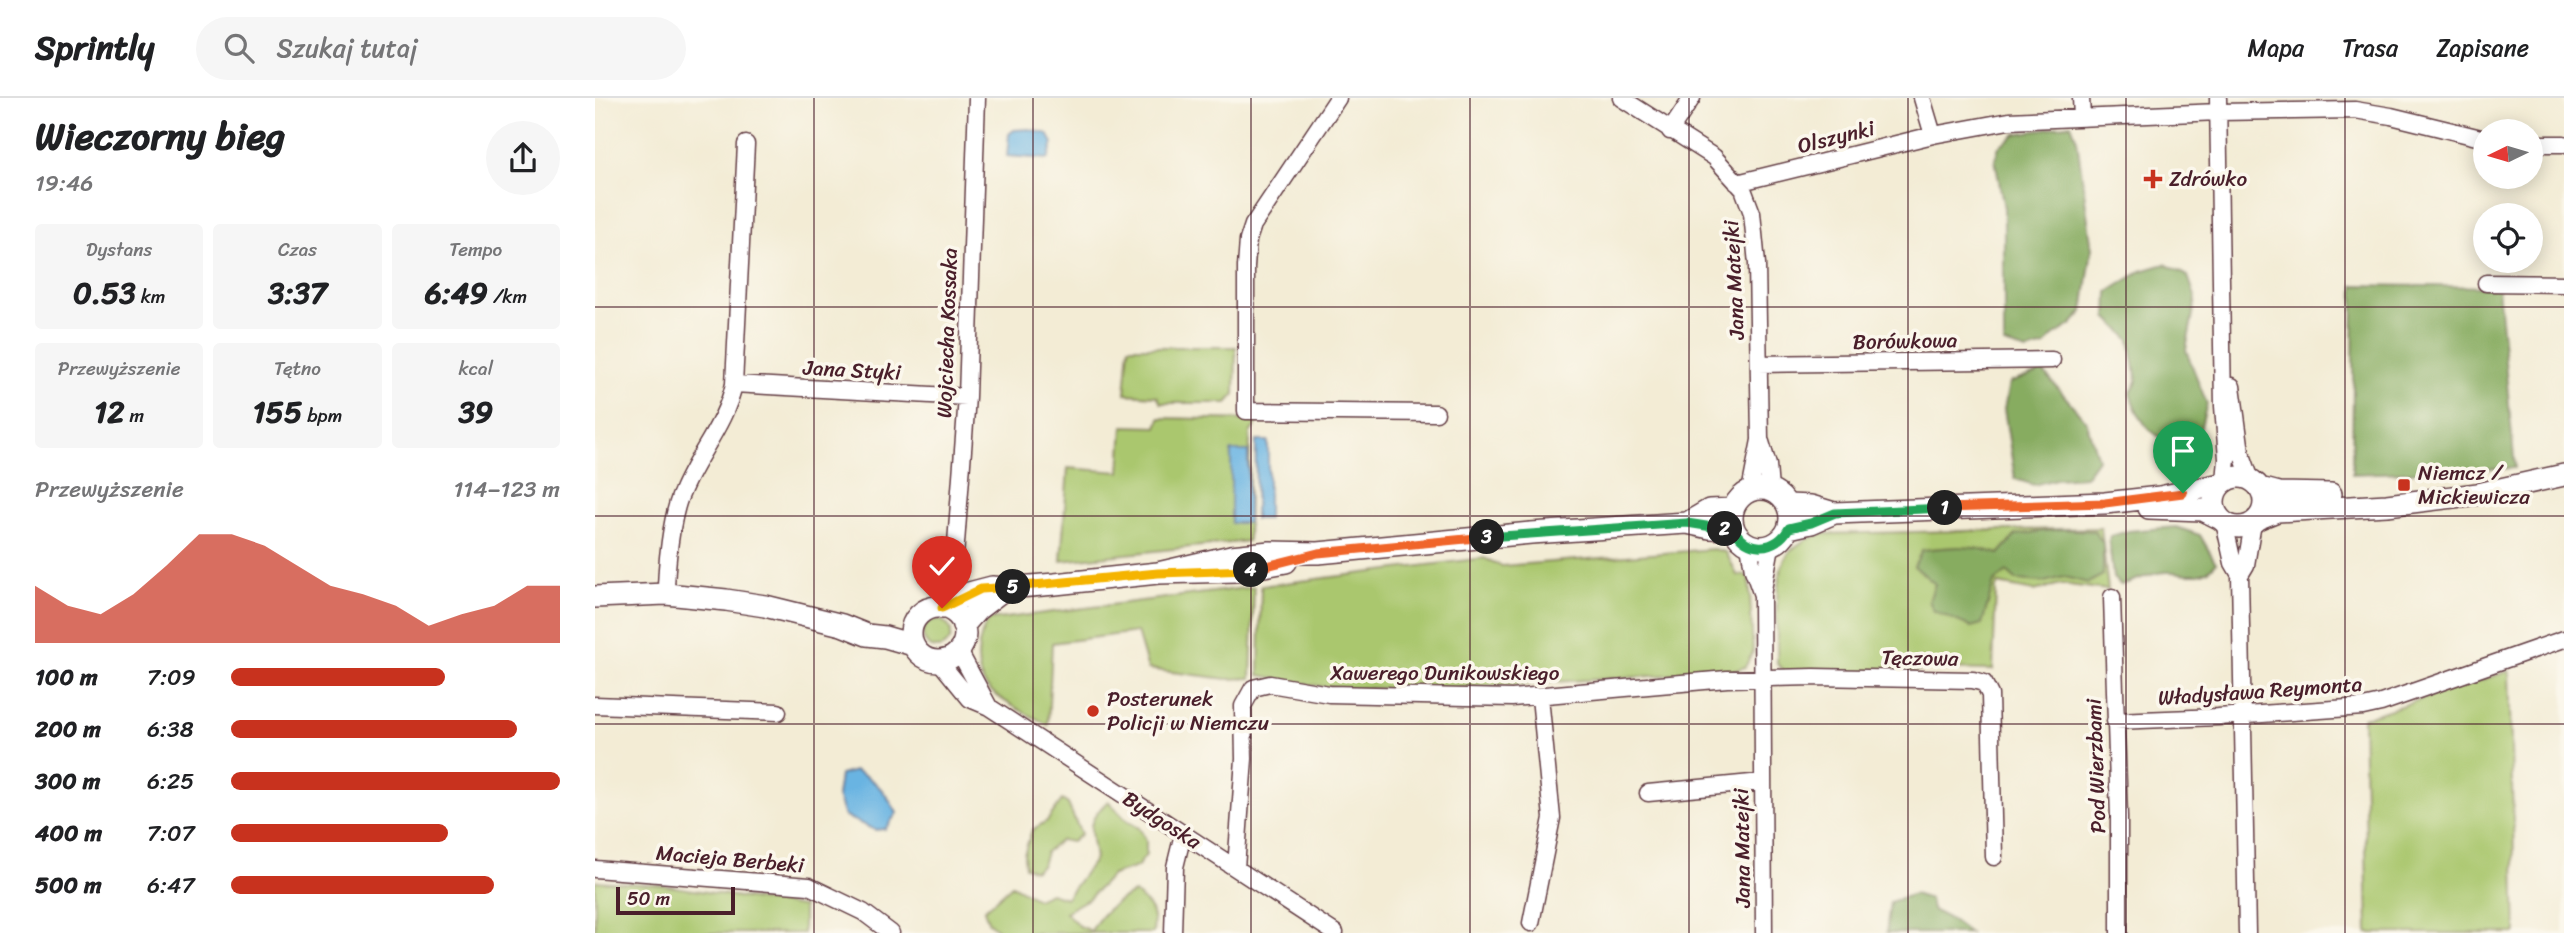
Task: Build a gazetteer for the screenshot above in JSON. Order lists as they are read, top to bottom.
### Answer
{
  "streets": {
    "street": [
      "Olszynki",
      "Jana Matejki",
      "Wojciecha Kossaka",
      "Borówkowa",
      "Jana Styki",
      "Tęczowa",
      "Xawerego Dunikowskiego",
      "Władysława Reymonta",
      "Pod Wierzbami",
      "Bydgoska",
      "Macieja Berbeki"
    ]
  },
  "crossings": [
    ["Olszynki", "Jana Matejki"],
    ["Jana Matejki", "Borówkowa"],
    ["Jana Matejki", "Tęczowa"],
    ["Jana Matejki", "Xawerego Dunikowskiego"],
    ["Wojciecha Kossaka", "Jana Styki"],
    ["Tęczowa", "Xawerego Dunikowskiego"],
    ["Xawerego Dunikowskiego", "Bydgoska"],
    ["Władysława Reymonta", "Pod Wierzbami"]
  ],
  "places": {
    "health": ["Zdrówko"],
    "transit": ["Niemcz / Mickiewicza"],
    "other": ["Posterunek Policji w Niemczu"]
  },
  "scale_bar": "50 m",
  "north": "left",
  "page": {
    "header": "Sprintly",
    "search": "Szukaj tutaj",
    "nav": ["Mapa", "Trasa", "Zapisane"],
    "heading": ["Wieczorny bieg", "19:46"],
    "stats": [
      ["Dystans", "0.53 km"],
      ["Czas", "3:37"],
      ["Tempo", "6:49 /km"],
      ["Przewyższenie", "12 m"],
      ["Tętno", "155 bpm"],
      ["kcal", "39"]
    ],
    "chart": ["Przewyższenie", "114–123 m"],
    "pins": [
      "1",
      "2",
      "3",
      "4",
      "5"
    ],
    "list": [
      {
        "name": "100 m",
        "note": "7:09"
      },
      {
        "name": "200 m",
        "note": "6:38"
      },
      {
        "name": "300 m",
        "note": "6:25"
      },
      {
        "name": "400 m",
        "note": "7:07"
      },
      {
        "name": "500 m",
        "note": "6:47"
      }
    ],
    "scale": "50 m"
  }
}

▶ [Exercise requirements] Where a line in the entries holds the word "Xawerego", copy that line.

▶ [Task result]
      "Xawerego Dunikowskiego",
    ["Jana Matejki", "Xawerego Dunikowskiego"],
    ["Tęczowa", "Xawerego Dunikowskiego"],
    ["Xawerego Dunikowskiego", "Bydgoska"],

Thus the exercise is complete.